Stewart Francke (born September 15, 1958 in Saginaw, Michigan) is a singer/musician/songwriter in Detroit.

His most recent CD, Heartless World (released May 31, 2011) features a guest appearance by Bruce Springsteen. His album, Motor City Serenade, was recorded with the legendary Motown session band The Funk Brothers.

Francke's music has won numerous awards: nine Detroit music awards, Hour Detroit's most popular musician 2002-2004, four straight ASCAP writer's awards, and the prestigious Point of Light Award for his work in cancer care. The Stewart Francke Leukemia Foundation (SFLF) was also presented the Partnership In Humanity Award by the Detroit Newspapers, and he was awarded a Creative Artist Grant by Artserve Michigan in 2003.

A leukemia and bone marrow transplant survivor of 10 years, Francke often plays benefit concerts and donates his time to cancer support efforts.

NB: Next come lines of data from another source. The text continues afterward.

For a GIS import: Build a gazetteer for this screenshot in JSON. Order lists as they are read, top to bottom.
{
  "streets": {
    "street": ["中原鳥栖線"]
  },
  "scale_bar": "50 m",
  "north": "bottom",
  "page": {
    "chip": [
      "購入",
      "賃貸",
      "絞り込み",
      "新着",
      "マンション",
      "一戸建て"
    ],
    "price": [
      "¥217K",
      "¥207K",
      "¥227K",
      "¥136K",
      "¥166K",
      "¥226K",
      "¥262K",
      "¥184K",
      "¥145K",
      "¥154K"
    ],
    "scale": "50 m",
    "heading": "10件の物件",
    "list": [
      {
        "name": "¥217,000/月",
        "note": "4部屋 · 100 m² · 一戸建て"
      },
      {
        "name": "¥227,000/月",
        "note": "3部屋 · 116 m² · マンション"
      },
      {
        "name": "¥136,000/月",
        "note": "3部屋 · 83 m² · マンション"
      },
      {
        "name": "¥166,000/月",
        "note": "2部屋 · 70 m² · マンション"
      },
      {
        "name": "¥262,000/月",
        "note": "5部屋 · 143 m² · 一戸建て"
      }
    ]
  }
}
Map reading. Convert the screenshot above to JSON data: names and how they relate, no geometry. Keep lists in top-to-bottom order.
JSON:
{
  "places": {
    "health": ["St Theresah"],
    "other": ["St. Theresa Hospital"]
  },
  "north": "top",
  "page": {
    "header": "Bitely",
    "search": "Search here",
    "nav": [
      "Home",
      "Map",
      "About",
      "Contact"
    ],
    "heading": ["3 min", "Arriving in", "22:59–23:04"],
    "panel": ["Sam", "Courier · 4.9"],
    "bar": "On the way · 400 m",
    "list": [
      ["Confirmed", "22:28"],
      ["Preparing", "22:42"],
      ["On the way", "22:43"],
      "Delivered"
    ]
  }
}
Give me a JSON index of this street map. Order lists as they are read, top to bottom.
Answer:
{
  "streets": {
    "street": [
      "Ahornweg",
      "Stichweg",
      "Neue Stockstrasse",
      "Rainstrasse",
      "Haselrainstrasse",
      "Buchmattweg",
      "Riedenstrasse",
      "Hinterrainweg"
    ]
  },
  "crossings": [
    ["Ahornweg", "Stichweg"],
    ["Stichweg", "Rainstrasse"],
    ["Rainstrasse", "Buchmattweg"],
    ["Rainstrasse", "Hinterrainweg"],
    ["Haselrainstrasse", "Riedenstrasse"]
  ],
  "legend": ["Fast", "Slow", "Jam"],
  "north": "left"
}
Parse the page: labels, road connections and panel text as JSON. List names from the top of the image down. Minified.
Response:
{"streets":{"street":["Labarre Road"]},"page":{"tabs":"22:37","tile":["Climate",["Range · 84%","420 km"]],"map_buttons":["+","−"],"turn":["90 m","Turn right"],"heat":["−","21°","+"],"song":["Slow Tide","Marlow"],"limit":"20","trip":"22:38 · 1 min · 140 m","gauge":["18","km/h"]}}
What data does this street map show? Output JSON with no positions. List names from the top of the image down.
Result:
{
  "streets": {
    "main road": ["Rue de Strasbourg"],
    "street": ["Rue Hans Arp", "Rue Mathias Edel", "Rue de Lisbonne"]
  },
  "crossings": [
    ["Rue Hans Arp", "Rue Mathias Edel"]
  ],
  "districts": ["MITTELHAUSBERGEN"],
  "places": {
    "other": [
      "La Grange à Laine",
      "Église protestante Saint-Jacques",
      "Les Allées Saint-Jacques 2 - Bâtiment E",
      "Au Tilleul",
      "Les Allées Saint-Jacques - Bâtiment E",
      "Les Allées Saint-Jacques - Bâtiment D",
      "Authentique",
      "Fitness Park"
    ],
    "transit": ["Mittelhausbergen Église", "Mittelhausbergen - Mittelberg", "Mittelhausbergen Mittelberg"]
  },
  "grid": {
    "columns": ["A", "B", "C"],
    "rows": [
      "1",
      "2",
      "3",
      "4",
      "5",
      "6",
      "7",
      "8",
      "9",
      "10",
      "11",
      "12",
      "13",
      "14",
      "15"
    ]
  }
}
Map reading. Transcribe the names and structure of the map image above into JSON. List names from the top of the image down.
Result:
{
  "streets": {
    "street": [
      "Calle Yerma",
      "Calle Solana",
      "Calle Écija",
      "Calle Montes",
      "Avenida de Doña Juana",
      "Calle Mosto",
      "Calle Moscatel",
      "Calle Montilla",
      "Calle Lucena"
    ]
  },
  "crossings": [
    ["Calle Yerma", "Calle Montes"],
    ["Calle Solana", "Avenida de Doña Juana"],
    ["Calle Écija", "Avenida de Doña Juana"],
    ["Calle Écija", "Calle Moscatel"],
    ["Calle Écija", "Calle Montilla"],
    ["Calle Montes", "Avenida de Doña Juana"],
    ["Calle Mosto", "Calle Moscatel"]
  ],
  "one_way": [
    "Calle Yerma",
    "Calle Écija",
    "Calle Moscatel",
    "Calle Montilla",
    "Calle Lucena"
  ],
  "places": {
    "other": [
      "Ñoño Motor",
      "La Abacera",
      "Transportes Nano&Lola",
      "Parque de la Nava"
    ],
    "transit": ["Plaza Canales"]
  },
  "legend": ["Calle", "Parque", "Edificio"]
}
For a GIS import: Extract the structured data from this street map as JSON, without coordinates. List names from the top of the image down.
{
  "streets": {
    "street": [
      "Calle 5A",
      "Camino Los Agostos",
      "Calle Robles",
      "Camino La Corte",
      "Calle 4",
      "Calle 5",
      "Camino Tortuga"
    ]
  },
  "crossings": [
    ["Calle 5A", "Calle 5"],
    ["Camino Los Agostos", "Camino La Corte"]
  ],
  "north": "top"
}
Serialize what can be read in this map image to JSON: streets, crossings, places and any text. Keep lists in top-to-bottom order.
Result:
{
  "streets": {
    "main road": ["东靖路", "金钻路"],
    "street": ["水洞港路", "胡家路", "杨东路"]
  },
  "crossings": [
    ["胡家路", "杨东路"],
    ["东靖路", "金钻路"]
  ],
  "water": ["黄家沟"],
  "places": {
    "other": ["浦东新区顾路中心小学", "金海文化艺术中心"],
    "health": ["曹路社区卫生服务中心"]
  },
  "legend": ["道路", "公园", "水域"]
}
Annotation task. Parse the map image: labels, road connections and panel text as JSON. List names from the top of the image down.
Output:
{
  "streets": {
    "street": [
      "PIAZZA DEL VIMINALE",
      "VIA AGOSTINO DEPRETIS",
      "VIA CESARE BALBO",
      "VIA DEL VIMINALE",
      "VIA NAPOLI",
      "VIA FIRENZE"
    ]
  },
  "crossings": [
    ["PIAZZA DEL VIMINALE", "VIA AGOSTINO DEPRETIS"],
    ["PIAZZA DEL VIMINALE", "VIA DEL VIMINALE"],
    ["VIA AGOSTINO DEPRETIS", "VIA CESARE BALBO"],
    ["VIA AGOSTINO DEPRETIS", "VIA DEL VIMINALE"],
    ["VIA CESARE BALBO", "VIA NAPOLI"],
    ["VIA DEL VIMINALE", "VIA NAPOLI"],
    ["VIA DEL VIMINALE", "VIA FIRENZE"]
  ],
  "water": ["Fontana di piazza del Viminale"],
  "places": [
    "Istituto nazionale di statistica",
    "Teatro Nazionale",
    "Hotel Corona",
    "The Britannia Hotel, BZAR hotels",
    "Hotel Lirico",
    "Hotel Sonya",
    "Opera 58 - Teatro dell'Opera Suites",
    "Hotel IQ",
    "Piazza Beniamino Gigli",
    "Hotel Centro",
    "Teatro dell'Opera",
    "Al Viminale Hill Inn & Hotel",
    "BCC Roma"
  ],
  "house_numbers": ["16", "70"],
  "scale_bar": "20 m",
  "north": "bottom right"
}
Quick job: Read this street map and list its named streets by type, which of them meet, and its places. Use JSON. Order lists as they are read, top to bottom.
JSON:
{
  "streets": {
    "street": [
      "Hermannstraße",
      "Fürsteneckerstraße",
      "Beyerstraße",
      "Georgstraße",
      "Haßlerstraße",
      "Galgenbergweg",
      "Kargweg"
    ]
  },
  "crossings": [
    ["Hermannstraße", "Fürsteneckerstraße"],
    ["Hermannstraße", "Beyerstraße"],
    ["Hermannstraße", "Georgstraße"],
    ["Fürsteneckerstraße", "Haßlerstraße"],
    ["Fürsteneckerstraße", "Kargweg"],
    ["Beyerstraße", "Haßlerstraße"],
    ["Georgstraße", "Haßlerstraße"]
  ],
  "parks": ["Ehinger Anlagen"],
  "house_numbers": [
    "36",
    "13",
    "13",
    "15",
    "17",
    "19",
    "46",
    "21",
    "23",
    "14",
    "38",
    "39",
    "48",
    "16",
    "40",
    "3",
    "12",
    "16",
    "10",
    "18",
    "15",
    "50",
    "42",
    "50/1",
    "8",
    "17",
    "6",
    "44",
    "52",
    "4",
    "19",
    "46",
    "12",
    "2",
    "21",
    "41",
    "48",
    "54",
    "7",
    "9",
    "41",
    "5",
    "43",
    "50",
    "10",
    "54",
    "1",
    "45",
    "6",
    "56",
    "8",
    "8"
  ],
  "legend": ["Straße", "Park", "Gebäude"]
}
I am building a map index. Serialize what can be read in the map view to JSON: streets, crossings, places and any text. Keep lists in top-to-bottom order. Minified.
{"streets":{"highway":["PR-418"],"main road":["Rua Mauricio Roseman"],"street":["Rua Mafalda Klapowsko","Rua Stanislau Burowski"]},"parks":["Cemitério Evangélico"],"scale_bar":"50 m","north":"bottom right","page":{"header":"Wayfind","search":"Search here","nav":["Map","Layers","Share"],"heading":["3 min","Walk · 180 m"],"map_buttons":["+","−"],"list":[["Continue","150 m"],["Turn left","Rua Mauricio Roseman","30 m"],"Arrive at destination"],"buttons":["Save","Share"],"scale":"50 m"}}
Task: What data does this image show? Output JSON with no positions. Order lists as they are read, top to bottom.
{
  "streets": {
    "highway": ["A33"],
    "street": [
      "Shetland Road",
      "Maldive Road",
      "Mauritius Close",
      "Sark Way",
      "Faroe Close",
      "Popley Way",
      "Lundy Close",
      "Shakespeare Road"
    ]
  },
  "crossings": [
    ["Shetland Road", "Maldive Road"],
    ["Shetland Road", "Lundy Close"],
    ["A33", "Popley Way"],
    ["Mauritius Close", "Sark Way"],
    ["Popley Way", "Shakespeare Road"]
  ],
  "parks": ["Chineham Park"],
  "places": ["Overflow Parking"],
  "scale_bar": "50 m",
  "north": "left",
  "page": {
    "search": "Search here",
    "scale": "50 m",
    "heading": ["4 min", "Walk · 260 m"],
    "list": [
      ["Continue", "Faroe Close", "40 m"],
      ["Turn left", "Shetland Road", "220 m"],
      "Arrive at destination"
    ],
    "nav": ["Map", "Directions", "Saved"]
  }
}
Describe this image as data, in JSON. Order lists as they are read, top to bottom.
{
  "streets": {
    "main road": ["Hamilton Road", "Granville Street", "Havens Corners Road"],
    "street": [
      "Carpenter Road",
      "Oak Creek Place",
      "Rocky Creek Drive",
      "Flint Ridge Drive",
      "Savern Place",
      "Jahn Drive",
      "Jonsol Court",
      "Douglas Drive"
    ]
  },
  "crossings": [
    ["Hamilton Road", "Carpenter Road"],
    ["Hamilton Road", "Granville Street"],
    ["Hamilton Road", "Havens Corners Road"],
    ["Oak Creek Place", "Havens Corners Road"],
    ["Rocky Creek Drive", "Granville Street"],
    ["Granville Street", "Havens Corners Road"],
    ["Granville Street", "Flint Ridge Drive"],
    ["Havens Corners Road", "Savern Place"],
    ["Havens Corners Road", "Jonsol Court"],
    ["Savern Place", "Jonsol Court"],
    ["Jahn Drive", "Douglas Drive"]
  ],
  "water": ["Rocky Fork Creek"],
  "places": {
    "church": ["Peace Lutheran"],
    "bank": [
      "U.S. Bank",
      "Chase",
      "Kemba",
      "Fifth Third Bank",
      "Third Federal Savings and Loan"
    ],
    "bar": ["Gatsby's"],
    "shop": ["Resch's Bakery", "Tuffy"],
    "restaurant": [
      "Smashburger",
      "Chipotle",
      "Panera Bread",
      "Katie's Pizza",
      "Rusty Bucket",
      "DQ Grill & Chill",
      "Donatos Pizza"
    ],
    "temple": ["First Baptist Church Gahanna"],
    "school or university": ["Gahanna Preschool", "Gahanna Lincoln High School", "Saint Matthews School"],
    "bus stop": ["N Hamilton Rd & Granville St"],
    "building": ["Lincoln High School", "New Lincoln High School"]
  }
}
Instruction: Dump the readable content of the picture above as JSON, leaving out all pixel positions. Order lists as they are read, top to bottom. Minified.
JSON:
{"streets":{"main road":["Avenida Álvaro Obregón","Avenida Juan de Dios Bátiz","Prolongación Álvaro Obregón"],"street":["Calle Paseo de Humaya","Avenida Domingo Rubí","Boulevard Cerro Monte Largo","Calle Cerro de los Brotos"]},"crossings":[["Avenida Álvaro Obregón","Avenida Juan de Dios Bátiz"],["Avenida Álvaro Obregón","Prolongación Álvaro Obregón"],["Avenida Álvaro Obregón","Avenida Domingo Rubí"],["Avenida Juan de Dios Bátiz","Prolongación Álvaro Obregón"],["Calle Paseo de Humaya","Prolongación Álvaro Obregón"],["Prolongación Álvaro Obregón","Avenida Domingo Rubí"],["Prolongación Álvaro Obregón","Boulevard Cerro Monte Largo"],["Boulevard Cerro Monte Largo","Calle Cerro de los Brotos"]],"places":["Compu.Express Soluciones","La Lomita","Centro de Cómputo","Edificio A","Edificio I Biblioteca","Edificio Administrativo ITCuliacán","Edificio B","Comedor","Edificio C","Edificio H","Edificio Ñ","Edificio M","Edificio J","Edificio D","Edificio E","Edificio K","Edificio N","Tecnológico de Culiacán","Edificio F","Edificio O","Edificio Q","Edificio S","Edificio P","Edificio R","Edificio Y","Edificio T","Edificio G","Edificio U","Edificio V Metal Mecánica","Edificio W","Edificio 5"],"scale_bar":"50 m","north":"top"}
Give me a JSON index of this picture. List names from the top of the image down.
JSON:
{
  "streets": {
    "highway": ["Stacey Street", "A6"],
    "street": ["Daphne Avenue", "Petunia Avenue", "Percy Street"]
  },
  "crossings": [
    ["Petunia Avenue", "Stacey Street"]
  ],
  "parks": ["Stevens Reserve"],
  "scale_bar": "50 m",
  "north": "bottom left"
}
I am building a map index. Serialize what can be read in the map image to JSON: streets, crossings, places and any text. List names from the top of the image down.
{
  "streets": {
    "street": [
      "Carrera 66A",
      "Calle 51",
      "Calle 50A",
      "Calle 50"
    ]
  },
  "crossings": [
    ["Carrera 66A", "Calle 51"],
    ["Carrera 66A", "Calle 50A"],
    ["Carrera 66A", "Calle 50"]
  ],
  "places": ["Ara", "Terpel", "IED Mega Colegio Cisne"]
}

The SFLF continues to support many organizations such as Karmanos Cancer Institute, the Children's Leukemia Foundation, The National Bone Marrow Transplant Link, The Leukemia & Lymphoma Society and Gilda's Club. The priority mission of the foundation is to fund low income patients and increase marrow donation in minority communities. Francke and Broadway star Brian d'Arcy James recently raised $92,000 for the Fields Neurological Institute in their hometown of Saginaw, Michigan.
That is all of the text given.